══ PROVIDED DATA ══
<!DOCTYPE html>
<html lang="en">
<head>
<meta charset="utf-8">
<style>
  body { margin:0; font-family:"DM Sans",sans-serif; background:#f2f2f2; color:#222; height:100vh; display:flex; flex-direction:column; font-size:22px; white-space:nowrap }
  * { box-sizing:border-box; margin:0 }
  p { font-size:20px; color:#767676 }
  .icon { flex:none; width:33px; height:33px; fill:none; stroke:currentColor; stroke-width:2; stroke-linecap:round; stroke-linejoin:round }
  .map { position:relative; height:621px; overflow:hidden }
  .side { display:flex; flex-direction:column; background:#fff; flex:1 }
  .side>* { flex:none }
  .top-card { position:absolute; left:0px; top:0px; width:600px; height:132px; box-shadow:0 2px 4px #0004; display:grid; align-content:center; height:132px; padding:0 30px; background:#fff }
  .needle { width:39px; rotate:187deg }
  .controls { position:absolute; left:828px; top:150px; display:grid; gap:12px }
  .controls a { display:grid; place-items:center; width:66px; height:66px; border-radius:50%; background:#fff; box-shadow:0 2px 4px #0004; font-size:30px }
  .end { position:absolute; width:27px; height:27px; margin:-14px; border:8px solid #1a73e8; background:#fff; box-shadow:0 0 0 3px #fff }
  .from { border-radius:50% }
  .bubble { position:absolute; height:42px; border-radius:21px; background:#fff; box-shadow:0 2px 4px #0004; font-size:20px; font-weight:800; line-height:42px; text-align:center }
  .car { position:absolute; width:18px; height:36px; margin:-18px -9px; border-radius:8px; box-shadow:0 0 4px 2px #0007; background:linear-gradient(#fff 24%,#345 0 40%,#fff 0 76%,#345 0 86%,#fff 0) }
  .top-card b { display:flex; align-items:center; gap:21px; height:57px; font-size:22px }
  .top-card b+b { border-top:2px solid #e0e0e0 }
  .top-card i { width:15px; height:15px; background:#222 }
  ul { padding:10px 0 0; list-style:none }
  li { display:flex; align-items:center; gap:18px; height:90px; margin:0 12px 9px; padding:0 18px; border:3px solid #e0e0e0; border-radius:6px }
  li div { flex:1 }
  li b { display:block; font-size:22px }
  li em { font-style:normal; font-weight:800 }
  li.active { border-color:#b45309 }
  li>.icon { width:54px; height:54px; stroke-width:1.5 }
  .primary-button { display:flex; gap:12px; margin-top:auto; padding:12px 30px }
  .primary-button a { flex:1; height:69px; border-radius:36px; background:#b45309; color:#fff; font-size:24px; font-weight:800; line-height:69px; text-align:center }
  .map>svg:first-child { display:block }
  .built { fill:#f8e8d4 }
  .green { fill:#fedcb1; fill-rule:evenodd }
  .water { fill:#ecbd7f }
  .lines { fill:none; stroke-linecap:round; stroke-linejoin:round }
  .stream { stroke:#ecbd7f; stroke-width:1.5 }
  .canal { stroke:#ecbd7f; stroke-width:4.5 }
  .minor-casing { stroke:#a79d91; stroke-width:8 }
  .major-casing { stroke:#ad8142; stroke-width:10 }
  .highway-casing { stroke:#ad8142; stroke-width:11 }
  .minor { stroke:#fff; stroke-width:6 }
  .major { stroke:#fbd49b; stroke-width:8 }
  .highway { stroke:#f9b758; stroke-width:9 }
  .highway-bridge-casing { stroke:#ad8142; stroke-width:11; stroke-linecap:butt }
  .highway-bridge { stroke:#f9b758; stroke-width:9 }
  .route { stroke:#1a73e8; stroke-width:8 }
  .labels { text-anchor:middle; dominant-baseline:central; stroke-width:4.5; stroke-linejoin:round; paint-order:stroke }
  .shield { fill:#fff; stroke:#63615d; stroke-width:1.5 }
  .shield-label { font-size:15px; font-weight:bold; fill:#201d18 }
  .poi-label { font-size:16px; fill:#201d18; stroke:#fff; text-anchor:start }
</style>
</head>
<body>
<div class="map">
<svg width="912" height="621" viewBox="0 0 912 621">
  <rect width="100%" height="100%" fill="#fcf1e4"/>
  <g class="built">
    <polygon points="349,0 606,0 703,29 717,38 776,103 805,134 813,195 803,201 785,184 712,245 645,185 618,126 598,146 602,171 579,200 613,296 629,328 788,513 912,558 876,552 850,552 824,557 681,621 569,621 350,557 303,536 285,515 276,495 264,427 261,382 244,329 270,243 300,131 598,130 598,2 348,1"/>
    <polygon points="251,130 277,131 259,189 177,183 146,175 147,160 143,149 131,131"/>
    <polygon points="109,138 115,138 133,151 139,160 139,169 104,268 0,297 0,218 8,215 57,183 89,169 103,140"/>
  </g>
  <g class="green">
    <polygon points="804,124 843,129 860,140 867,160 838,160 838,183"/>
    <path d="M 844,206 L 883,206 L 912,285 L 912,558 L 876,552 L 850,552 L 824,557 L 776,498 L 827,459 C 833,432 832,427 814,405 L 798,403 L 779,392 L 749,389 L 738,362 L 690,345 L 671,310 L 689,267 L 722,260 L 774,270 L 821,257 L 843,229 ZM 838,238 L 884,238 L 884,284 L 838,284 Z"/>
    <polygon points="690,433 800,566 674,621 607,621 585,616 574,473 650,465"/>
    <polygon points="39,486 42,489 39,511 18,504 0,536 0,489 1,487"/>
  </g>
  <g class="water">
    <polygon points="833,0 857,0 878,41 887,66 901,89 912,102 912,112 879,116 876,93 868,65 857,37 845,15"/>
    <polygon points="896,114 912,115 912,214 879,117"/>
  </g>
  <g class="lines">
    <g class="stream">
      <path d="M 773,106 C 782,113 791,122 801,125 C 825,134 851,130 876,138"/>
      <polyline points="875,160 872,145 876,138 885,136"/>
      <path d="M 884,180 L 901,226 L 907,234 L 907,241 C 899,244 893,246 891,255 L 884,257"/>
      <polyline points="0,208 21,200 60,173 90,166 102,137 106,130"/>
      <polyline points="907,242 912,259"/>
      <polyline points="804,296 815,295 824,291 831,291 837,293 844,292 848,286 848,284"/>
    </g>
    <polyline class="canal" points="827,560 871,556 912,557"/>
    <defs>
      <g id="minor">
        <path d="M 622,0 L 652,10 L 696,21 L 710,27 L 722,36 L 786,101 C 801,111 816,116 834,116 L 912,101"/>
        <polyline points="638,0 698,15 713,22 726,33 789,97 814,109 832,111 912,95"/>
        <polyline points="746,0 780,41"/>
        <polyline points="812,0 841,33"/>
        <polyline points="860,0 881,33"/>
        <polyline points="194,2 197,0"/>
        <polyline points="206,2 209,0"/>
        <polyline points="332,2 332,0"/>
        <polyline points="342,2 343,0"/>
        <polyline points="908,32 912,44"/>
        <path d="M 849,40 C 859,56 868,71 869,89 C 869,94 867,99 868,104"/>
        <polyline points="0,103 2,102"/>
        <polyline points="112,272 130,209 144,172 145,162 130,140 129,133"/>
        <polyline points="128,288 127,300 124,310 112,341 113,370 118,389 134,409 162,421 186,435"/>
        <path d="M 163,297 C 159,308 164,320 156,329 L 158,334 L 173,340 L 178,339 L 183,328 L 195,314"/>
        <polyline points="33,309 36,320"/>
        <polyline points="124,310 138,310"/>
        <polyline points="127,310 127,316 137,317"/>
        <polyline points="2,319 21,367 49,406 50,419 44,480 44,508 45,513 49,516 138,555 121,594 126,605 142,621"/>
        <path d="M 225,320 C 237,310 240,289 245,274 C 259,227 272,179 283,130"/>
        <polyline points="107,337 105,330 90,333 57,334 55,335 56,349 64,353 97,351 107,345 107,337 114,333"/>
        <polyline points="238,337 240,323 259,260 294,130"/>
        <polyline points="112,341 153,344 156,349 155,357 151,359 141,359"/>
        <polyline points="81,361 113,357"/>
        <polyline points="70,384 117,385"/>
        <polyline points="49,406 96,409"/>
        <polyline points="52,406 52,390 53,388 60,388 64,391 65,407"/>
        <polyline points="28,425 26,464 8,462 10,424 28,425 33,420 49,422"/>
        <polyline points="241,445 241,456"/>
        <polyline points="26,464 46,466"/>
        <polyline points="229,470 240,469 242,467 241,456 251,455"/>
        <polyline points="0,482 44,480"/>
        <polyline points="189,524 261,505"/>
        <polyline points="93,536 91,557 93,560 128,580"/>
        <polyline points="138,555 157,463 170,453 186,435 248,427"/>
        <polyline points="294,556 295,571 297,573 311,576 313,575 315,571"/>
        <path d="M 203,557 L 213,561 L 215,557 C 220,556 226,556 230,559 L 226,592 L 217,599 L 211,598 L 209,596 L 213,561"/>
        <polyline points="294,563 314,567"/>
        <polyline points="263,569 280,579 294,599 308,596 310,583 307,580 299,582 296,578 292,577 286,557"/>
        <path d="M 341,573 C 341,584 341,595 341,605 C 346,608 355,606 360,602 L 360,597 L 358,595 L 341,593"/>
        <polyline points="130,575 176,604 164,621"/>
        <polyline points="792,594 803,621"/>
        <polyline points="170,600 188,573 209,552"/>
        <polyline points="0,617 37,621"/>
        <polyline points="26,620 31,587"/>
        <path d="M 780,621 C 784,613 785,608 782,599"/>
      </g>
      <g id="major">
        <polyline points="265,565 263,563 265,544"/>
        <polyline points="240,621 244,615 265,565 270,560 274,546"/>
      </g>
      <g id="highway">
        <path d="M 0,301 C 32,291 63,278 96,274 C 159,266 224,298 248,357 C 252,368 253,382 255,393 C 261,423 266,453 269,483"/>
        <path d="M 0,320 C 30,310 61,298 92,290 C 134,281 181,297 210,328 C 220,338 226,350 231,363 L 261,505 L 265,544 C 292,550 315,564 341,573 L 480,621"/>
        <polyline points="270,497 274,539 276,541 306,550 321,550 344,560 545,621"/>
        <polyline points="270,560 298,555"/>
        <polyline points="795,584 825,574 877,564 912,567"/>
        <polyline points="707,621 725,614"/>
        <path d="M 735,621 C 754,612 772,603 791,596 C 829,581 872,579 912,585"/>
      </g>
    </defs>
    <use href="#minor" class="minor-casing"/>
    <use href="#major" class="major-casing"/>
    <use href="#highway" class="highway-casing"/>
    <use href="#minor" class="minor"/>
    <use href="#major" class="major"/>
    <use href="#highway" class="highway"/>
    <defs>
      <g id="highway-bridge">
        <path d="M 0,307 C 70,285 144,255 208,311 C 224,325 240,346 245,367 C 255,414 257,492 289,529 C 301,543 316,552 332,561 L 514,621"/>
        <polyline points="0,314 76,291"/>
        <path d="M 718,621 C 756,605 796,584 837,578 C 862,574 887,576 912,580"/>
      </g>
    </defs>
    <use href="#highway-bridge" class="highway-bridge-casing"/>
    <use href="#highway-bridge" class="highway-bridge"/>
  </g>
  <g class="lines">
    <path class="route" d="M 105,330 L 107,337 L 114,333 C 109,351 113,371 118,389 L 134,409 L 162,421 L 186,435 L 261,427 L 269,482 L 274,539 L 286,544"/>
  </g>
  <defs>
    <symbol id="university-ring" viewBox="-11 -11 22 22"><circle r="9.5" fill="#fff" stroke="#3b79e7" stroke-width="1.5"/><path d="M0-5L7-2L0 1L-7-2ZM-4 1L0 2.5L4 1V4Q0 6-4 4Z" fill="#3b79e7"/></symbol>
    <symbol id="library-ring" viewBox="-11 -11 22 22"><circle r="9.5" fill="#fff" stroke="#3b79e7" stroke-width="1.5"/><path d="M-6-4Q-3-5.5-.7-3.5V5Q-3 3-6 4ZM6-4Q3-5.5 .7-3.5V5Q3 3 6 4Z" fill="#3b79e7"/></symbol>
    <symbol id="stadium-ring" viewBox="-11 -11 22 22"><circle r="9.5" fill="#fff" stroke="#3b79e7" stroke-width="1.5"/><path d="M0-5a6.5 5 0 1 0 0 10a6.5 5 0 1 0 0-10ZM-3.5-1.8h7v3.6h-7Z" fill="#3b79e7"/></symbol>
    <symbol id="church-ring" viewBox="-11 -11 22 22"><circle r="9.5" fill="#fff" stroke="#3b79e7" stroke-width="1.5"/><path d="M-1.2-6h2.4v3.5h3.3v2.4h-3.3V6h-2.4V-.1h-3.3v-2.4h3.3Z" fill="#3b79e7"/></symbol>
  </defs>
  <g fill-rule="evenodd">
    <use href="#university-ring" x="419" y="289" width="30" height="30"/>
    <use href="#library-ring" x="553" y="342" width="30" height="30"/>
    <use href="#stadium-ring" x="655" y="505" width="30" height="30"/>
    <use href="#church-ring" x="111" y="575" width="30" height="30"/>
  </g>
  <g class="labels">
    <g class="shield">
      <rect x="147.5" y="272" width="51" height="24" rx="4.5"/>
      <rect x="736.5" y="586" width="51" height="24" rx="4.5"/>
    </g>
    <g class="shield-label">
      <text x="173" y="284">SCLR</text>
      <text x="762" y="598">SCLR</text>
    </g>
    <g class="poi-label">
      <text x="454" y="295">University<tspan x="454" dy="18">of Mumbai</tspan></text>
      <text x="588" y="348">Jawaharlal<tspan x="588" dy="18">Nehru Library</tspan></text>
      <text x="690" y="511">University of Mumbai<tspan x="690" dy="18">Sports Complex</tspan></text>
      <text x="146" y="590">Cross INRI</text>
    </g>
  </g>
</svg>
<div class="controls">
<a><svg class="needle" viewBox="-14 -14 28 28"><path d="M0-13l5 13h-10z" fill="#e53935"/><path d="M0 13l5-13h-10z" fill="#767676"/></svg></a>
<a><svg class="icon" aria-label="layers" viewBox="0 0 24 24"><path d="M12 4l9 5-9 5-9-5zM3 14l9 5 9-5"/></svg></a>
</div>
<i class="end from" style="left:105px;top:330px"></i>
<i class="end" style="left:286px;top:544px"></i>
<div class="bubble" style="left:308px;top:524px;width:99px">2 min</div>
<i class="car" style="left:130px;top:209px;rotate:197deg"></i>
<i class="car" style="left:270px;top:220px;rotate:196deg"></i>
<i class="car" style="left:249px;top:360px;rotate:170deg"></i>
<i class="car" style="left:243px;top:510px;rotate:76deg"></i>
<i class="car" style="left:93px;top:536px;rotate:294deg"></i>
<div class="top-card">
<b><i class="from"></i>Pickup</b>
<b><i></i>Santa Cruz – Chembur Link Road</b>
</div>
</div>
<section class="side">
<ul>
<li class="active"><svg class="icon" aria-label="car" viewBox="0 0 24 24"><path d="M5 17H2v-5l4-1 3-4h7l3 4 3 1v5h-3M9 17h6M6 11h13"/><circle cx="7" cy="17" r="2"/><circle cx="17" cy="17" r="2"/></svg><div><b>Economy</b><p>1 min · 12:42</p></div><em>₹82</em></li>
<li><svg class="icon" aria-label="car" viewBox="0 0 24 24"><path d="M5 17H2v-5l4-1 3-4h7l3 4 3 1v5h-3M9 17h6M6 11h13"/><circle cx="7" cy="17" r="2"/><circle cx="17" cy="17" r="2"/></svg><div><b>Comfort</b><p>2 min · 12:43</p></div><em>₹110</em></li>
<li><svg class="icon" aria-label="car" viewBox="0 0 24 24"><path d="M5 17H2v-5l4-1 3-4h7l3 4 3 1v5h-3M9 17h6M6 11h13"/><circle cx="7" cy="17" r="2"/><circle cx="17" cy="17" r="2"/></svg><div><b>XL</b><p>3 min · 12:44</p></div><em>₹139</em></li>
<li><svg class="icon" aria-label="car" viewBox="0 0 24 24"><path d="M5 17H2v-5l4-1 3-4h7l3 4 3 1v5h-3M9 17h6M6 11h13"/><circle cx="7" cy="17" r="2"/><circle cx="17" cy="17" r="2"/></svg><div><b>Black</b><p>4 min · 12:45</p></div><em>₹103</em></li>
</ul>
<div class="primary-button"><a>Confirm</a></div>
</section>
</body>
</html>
═══
YOUR OBJECTIVE → From the entries above, copy out every line where the string "bubble" appears.

EXERCISE SOLUTION →
  .bubble { position:absolute; height:42px; border-radius:21px; background:#fff; box-shadow:0 2px 4px #0004; font-size:20px; font-weight:800; line-height:42px; text-align:center }
<div class="bubble" style="left:308px;top:524px;width:99px">2 min</div>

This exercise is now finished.